Return exactly those lines of the material below that fall between the line holding "context.lineJoin = 'round';" and the line holding "function label(font, color, halo, rows, align", inclusive.

----- Data shown -----

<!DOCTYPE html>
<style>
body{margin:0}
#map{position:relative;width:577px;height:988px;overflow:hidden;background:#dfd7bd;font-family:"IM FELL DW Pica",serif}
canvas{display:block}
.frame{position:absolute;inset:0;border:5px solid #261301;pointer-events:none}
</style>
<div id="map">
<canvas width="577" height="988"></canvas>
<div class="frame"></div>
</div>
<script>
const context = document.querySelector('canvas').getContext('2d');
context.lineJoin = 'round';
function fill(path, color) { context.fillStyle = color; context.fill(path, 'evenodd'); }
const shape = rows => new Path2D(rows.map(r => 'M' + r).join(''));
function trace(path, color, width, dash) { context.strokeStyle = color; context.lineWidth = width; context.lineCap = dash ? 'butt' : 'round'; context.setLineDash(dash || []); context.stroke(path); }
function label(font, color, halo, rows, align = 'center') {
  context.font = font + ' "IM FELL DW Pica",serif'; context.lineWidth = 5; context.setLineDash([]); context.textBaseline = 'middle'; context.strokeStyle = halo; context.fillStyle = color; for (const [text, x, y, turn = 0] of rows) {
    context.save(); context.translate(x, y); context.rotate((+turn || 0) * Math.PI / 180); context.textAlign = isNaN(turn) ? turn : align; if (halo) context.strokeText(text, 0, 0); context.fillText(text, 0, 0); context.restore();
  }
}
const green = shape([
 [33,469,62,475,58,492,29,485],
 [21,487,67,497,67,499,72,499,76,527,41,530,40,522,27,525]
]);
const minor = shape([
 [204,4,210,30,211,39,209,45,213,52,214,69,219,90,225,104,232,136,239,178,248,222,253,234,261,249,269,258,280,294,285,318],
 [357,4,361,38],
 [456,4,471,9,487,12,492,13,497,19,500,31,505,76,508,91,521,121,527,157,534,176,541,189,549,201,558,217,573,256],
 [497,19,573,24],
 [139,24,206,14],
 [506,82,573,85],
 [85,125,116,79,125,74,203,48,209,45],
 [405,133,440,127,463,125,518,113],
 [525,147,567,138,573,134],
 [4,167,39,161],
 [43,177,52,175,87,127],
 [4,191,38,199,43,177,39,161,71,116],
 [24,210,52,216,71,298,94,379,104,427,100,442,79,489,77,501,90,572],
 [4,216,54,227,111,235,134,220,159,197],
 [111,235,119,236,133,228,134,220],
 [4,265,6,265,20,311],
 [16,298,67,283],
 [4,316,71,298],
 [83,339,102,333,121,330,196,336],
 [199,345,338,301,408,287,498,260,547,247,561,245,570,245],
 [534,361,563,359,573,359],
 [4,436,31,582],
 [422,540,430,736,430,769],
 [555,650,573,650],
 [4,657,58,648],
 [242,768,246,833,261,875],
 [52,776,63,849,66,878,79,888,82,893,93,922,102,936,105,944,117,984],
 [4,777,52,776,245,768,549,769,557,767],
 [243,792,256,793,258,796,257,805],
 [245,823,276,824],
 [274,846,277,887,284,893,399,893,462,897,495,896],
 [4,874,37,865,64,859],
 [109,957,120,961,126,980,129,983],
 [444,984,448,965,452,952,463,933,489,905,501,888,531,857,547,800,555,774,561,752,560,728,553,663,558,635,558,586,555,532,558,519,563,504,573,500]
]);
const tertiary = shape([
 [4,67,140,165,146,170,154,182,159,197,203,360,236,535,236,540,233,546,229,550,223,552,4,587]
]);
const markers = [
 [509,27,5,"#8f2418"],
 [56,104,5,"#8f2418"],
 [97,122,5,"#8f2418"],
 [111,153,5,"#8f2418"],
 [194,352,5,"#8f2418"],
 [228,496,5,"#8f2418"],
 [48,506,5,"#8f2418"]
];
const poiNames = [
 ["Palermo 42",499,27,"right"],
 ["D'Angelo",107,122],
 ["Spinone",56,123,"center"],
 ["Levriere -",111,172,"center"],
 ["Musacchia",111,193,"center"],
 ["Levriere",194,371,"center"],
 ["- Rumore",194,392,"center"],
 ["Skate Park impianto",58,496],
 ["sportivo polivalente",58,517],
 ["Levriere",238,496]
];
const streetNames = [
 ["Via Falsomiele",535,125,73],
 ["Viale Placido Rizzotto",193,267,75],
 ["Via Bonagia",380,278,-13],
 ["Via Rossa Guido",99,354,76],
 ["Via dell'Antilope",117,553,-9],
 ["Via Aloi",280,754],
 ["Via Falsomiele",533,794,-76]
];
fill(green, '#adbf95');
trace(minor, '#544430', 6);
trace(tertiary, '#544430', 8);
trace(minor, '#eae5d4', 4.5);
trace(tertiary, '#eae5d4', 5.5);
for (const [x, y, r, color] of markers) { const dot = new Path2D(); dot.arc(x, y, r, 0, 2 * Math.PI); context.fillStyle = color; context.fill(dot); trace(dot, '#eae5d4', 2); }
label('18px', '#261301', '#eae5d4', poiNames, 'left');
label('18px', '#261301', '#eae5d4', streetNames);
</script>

-----

= Written reply =
context.lineJoin = 'round';
function fill(path, color) { context.fillStyle = color; context.fill(path, 'evenodd'); }
const shape = rows => new Path2D(rows.map(r => 'M' + r).join(''));
function trace(path, color, width, dash) { context.strokeStyle = color; context.lineWidth = width; context.lineCap = dash ? 'butt' : 'round'; context.setLineDash(dash || []); context.stroke(path); }
function label(font, color, halo, rows, align = 'center') {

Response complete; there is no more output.